Dengan izin Allah, Mbah Abdul Karim ‘perso’ (mengetahui) tentang keluhan sang santri ini. Di tengah suasana mengaji, Mbah Abdul Karim dhawuh; “Laa ya’rifu al dhomir illa al dhomir, fa man lam ya’rif al dhomir fa laisa lahu al dhomir” (tidak akan pernah mengetahui makna dhomir kecuali hati (dhomir), maka apabila seseorang tidak mengetahui dhomir, itu artinya dia tidak punya hati). Lalu ia menjelaskan kepada para santri, bahwa demikianlah (dengan tidak menjelaskan ruju’nya dhomir) pengajian yang diajarkan oleh gurunya, Mbah Kholil. Sehingga ketika mengajar kepada santrinya, Mbah Abdul Karim tidak berani mengubah apa yang diajarkan sang guru kepadanya.
Wallahu A’lam
Alkisah, suatu hari Mbah Abdul Karim muda bekerja memanen padi di sawah milik warga kampung sekitar Pesantren. Dari sana ia mendapat upah berupa beberapa ikat padi yang bakal digunakannya untuk biaya hidup di Pesantren. Namun, sesampai di kediaman sang guru (Mbah Kholil), justru Mbah Kholil meminta padi muridnya itu untuk diberikan kepada ayam-ayam Mbah Kholil. Karena ini dawuh sang guru, KH. Abdul Karim pribadi menyerahkan padinya. Ia didawuhi Mbah Kholil untuk selama mondok cukup memakan daun pace (mengkudu).
Demikianlah cerita mondoknya Mbah Abdul Karim, sehingga balasannya ia diijinkan sang guru untuk boyong, alasannya ialah semua ilmu Mbah Kholil telah diwariskan kepadanya. Sesampai di kampung halaman, Mbah Abdul Karim mulai merintis Majlis Ta’lim, hingga balasannya berdirilah Pondok Pesantren Lirboyo. Mbah Abdul Karim mengajarkan ilmu yang ia timba dari kedalaman samudera ilmu Mbah Kholil.
Satu hal yang unik, setiap membacakan (mengajar) kitab di depan para santri, ketika ia bertemu dengan ruju’ (tempat kembalinya maksud dari sebuah kata), ia tidak pernah menyebutkan ruju’nya secara gamblang. Beliau menyebutkan dengan ‘iku mau’, atau ‘mengkono mau’ (yang tadi atau “sebagaimana tadi”).
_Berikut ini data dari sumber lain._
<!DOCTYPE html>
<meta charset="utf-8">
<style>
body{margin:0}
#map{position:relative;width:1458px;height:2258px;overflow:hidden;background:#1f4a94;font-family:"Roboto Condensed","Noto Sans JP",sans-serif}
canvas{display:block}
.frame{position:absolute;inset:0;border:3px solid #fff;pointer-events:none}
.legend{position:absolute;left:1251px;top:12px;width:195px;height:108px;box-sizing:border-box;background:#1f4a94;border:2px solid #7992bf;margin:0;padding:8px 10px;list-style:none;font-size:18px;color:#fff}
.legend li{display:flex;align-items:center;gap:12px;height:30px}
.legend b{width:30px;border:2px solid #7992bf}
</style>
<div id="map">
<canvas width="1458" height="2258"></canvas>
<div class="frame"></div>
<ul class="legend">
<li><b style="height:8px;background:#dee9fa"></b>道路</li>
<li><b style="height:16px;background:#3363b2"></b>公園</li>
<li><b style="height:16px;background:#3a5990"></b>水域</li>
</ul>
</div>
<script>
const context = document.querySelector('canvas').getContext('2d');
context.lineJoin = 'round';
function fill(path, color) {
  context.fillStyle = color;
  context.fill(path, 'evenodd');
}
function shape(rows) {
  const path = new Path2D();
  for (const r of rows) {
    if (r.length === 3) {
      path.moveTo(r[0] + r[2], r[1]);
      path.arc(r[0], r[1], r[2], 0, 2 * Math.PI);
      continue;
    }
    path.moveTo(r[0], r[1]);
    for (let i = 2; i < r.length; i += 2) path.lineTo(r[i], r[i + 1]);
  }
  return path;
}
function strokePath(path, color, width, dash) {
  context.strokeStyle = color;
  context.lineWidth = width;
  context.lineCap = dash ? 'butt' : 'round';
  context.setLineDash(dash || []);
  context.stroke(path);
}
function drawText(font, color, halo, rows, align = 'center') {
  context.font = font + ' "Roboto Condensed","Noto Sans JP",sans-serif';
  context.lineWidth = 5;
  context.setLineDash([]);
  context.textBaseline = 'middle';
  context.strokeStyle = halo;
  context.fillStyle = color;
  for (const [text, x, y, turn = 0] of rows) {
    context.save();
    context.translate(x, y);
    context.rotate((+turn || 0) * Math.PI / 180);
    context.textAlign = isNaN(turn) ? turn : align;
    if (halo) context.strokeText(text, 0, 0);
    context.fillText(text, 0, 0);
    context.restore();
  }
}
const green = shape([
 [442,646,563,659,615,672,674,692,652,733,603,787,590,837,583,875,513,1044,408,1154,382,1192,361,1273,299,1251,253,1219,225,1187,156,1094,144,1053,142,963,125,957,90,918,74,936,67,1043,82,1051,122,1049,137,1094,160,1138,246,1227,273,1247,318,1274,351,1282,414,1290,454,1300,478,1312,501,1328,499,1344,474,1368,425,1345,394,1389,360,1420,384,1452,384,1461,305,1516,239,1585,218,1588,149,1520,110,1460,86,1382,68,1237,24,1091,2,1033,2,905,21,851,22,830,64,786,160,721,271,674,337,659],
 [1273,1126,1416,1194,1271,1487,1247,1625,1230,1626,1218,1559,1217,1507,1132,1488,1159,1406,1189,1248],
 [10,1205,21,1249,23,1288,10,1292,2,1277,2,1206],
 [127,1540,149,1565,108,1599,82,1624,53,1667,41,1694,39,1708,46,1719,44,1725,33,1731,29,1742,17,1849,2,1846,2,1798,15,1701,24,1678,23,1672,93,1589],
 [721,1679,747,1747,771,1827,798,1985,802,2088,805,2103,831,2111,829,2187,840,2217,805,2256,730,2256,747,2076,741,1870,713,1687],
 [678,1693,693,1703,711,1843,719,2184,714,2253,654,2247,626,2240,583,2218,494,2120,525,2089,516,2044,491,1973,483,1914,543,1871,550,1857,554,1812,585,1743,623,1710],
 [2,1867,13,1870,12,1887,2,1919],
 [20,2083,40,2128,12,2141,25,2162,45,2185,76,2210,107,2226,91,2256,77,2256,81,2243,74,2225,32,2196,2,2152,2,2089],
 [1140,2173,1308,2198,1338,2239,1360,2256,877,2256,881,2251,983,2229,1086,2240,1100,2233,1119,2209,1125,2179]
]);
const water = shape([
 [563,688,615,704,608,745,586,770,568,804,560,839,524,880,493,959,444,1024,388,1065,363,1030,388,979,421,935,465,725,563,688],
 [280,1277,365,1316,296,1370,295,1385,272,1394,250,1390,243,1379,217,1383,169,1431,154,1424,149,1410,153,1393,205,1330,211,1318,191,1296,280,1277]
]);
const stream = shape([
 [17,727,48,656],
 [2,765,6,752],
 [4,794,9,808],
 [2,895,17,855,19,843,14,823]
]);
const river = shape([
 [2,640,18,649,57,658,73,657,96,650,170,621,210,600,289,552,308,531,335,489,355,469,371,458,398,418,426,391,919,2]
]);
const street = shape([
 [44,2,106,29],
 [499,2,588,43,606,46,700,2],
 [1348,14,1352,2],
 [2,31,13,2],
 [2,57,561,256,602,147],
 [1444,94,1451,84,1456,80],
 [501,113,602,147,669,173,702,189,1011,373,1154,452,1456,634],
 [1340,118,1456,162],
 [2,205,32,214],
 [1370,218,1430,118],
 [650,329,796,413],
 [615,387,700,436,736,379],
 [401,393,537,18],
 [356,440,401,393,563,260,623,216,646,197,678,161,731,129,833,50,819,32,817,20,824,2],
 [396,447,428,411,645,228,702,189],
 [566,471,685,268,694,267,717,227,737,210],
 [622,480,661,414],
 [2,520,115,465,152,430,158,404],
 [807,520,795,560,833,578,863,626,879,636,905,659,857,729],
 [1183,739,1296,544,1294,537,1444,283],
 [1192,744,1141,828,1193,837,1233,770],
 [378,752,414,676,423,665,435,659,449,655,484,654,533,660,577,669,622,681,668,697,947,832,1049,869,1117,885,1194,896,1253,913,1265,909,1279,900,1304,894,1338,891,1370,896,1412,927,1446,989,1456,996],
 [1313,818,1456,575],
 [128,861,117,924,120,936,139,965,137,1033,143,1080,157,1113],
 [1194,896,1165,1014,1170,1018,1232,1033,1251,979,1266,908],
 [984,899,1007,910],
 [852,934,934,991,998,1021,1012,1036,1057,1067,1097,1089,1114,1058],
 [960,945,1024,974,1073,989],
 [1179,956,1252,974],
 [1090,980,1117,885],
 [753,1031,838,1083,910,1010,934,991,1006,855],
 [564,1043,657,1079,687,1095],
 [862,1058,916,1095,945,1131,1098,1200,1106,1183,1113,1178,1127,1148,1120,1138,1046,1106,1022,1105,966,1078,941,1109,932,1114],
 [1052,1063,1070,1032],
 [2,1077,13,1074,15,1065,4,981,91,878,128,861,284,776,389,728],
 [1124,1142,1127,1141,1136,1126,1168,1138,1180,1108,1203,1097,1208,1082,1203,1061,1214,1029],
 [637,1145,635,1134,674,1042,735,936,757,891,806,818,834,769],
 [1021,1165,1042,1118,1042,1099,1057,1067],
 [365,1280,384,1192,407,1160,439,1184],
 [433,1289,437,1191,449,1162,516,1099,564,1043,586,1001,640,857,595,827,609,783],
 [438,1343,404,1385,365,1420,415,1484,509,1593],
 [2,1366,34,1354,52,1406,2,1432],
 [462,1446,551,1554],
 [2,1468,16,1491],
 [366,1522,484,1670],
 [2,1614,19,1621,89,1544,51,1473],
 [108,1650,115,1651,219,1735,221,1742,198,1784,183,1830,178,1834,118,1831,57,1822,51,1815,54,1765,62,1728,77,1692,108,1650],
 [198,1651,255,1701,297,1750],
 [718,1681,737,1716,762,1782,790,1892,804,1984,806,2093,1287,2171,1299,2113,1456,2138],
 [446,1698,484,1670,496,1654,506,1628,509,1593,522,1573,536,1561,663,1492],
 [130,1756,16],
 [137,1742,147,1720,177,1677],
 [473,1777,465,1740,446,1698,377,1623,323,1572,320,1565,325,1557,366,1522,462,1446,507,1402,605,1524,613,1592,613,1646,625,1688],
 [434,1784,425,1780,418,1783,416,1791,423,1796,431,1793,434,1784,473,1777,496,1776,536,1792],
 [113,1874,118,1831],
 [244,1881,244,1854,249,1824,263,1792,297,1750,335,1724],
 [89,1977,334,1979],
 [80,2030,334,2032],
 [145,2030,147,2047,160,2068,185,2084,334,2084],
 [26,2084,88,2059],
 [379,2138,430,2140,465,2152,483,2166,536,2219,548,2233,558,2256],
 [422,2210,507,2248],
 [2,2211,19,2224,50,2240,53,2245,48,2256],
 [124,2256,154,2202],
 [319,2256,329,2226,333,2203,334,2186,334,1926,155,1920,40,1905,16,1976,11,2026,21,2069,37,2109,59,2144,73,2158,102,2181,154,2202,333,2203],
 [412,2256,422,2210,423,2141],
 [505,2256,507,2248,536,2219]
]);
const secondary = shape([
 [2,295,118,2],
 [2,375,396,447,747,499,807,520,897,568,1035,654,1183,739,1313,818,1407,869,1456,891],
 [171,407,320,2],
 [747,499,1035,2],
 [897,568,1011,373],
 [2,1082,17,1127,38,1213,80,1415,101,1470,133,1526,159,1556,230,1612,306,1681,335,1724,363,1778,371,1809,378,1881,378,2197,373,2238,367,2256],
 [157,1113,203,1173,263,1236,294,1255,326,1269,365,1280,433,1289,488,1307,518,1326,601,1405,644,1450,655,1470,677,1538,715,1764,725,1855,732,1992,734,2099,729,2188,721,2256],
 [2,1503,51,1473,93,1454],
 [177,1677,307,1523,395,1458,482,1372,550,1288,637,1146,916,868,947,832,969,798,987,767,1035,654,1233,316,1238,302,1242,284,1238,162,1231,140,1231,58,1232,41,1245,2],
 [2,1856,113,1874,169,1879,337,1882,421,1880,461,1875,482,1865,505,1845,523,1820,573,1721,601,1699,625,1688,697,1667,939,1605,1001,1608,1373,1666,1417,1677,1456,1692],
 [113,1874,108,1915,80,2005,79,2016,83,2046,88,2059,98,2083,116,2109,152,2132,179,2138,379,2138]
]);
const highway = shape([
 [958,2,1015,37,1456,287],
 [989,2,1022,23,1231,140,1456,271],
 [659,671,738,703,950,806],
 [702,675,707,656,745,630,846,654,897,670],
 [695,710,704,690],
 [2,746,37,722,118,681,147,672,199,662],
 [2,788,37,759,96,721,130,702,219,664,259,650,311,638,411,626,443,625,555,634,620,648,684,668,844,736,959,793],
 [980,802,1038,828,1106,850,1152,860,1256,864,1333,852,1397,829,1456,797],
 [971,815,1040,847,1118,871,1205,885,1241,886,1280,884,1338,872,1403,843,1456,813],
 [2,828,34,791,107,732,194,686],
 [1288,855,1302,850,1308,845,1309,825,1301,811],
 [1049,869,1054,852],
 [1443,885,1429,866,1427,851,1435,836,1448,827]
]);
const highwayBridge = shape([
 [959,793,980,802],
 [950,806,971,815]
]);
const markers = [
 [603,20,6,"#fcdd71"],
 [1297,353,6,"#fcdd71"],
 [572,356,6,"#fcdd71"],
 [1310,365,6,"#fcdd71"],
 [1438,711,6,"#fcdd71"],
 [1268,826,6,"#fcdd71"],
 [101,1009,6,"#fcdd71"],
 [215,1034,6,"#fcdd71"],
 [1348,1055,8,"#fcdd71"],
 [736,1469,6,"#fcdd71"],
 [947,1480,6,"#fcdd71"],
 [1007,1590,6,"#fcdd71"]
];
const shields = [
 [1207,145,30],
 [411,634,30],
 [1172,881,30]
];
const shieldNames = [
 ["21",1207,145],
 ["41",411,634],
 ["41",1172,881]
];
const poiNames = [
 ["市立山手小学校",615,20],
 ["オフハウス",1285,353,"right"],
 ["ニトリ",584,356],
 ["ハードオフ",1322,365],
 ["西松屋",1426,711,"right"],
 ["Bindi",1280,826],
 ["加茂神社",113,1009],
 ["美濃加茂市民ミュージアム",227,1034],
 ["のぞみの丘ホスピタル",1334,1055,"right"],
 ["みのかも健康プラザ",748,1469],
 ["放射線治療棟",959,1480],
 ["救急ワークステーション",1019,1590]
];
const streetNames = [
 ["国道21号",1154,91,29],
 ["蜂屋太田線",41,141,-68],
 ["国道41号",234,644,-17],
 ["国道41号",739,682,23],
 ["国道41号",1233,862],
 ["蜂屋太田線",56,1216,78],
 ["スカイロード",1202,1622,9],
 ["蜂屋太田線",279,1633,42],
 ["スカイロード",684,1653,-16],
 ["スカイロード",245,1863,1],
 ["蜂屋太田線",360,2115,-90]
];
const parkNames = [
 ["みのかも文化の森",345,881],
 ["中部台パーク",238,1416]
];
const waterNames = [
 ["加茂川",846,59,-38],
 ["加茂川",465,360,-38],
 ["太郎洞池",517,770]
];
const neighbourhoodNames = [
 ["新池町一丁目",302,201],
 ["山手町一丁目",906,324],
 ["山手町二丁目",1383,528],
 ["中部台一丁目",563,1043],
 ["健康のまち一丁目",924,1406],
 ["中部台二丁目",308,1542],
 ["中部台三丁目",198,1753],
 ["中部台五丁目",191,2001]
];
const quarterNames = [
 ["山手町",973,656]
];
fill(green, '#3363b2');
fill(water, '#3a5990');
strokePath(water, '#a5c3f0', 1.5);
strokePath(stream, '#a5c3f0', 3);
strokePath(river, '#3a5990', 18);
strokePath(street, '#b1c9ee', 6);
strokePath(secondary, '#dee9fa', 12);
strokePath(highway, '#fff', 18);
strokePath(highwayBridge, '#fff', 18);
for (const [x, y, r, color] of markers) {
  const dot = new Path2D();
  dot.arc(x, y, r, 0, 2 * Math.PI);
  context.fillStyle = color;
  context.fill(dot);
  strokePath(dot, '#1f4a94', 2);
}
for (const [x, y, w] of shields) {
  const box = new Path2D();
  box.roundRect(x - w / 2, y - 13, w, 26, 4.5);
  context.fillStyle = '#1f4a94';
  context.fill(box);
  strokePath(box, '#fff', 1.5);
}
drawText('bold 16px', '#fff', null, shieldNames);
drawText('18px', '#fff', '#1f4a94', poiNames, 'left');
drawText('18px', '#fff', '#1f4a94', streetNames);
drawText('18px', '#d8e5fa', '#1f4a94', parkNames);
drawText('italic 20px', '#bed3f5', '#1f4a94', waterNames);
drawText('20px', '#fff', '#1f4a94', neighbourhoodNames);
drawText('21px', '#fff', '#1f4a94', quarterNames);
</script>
Tentu ini membingungkan bagi para santri baru. Hingga pernah suatu ketika pada dikala pengajian bulan Ramadhan, atau dikenal dengan istilah ‘posonan’, seorang santri dari luar kawasan mengikuti pengajian Mbah Abdul Karim. Karena setiap mengajar kitab, Mbah Abdul Karim jarang menjelaskan ruju’annya, santri gres ini ‘nggerundel’; “Ini bagaimana, katanya seorang kyai ‘alim, kok setiap ada ruju’an tidak pernah dijelaskan?”, gumamnya dalam hati.
Dengan izin Allah, Mbah Abdul Karim ‘perso’ (mengetahui) tentang keluhan sang santri ini. Di tengah suasana mengaji, Mbah Abdul Karim dhawuh; “Laa ya’rifu al dhomir illa al dhomir, fa man lam ya’rif al dhomir fa laisa lahu al dhomir” (tidak akan pernah mengetahui makna dhomir kecuali hati (dhomir), maka apabila seseorang tidak mengetahui dhomir, itu artinya dia tidak punya hati). Lalu ia menjelaskan kepada para santri, bahwa demikianlah (dengan tidak menjelaskan ruju’nya dhomir) pengajian yang diajarkan oleh gurunya, Mbah Kholil. Sehingga ketika mengajar kepada santrinya, Mbah Abdul Karim tidak berani mengubah apa yang diajarkan sang guru kepadanya.